В Америке всё принципиально иначе. Американцы ревностно следят за тем, чтобы ни одна религия не возвышалась над другой. Даже теперь, когда наиболее фанатичная часть сторонников ислама открыто демонстрирует свою враждебность, Америка предпринимает всевозможные меры, чтобы не задеть религиозные чувства мусульман.
Что ещё более существенно, в США сосуществуют около 20 тысяч протестантских конфессий плюс различные секты католиков и около пятнадцати конфессий православных. Они не враждуют между собой, но и объединяться не спешат.
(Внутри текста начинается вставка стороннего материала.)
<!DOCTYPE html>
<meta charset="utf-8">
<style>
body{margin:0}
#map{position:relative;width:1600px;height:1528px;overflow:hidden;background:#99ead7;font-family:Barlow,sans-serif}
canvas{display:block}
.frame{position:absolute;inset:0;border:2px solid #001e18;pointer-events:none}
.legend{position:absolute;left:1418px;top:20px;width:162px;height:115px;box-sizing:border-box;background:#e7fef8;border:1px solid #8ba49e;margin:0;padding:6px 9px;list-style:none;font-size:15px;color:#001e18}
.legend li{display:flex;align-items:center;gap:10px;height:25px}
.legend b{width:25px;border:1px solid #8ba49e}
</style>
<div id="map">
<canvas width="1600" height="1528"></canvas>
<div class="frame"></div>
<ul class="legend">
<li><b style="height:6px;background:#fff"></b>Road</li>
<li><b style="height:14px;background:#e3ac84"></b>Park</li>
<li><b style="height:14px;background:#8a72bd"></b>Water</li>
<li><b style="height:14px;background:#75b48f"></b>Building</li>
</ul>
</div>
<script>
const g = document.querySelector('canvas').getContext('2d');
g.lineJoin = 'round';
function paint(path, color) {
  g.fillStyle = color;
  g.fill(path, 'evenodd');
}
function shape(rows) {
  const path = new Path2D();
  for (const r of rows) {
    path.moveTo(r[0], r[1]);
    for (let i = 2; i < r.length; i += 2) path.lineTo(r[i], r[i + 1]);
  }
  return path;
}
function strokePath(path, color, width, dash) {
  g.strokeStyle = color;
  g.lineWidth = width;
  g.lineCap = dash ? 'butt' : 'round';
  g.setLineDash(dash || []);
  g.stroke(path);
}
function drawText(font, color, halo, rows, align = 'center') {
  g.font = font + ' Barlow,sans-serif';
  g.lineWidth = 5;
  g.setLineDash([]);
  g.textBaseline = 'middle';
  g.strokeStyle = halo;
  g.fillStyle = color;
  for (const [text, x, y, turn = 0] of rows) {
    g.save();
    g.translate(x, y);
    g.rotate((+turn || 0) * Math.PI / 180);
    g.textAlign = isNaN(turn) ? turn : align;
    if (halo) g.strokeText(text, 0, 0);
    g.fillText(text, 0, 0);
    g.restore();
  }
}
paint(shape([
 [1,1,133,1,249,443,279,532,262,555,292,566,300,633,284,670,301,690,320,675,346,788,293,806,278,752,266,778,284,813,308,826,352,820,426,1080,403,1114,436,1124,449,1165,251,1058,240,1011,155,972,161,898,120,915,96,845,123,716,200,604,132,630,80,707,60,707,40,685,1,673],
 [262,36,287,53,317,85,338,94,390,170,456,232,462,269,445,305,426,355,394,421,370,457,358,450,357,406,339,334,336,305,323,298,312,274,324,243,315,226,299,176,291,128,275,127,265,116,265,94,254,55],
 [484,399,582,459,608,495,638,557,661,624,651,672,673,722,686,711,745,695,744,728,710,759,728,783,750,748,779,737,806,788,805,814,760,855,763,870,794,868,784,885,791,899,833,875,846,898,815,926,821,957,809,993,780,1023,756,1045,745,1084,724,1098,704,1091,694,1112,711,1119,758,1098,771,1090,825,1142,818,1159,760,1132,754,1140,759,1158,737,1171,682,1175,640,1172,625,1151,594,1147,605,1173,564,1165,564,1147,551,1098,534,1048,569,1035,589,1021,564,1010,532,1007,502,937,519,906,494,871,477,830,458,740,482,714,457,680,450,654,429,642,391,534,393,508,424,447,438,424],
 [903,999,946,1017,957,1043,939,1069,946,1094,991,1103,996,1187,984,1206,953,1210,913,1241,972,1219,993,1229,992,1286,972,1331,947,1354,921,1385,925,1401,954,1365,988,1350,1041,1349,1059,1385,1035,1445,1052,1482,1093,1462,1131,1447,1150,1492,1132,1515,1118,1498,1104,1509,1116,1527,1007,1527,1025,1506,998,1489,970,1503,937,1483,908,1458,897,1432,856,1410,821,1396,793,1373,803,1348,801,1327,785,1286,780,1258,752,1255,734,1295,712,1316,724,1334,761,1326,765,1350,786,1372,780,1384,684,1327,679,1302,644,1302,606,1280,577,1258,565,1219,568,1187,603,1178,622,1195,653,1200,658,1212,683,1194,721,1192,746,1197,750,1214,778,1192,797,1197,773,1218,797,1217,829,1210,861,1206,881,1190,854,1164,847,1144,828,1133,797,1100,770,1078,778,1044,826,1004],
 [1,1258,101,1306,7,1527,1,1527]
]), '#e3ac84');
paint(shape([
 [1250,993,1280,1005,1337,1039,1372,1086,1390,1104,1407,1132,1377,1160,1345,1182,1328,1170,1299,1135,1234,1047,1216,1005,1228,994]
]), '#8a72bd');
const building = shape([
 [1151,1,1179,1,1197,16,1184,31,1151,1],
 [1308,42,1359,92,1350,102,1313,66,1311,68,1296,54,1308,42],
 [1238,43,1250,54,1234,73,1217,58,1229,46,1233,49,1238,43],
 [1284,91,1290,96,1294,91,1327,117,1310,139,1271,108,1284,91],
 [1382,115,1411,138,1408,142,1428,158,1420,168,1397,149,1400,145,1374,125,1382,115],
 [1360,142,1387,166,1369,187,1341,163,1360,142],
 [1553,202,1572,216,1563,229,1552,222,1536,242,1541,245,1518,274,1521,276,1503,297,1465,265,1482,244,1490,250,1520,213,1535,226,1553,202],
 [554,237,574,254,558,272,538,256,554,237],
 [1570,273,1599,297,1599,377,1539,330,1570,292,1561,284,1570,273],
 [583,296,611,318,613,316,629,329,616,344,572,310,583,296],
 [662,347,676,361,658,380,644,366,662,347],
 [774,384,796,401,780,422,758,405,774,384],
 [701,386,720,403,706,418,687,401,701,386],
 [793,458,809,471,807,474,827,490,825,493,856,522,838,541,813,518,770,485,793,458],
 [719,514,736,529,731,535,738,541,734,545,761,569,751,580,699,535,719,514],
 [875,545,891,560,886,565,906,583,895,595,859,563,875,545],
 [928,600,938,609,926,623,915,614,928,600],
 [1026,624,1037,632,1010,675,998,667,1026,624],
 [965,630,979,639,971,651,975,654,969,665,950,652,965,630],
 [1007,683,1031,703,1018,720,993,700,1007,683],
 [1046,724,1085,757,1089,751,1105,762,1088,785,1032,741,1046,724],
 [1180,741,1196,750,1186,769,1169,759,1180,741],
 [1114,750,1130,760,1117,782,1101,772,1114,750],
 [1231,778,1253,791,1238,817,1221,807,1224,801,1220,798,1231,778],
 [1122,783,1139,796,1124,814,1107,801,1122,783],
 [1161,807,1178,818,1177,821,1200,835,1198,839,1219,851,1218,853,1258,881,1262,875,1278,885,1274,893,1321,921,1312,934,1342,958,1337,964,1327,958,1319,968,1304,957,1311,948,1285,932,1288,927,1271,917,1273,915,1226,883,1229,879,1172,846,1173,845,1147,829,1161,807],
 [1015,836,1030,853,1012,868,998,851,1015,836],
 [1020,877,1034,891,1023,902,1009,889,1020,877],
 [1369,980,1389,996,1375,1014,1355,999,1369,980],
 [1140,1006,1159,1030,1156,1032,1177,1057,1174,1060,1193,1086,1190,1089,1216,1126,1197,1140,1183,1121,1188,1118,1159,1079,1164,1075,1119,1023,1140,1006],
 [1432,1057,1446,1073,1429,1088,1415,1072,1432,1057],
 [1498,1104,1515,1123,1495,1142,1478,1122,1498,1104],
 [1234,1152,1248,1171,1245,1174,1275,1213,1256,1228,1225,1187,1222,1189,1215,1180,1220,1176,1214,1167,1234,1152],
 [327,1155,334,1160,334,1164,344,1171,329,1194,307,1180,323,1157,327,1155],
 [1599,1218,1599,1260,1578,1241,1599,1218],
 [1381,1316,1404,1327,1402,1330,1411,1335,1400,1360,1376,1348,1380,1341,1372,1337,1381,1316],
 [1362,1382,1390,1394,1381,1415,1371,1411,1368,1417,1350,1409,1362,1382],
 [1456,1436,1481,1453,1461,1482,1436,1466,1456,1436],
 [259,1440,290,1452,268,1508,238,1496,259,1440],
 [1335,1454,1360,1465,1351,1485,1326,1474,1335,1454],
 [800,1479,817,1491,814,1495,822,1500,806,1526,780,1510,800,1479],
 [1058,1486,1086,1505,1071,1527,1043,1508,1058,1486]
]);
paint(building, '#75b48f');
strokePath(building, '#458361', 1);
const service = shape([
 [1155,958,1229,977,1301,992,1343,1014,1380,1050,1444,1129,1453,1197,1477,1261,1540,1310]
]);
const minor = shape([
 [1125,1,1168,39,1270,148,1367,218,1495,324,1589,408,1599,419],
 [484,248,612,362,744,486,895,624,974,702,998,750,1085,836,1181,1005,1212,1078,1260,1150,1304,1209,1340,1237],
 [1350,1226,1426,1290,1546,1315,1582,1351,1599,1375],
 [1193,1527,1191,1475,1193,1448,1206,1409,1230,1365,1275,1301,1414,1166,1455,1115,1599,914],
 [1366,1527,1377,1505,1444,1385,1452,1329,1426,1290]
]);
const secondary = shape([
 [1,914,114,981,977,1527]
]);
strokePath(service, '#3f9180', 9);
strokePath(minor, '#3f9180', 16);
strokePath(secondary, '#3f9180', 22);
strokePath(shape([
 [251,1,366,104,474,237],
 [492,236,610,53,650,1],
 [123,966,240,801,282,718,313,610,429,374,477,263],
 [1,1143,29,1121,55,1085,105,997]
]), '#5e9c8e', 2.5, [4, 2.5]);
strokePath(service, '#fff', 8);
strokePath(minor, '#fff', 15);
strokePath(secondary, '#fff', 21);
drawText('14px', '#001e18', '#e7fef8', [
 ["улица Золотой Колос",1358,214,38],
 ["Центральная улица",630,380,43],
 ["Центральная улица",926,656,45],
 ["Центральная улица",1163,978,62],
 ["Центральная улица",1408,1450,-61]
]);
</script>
Хотя там, где нет церкви вашей секты, вас радушно встретят в другой.
Вспоминаю своё посещение православной литургии на американской базе НАТО в Германии. Меня приглашают в длинный барак со сценой и рядами стульев. На сцене хлопочут рабочие. Только что тут закончилась служба по иудейскому обряду, на этот час назначена служба православная. Пришёл православный священник, через сцену протянули канат, на который повесили холст с изображением православного алтаря и с тремя прорезями для врат. Вошли верующие, расселись на стульях — не выносить же их только для православной литургии! А дальше всё пошло, как положено. После нас сразу же началась подготовка к следующей службе, кажется католической.
Просто, рационально, по-деловому. Ну в самом деле, не строить же на военной базе десятки храмов для каждой конфессии!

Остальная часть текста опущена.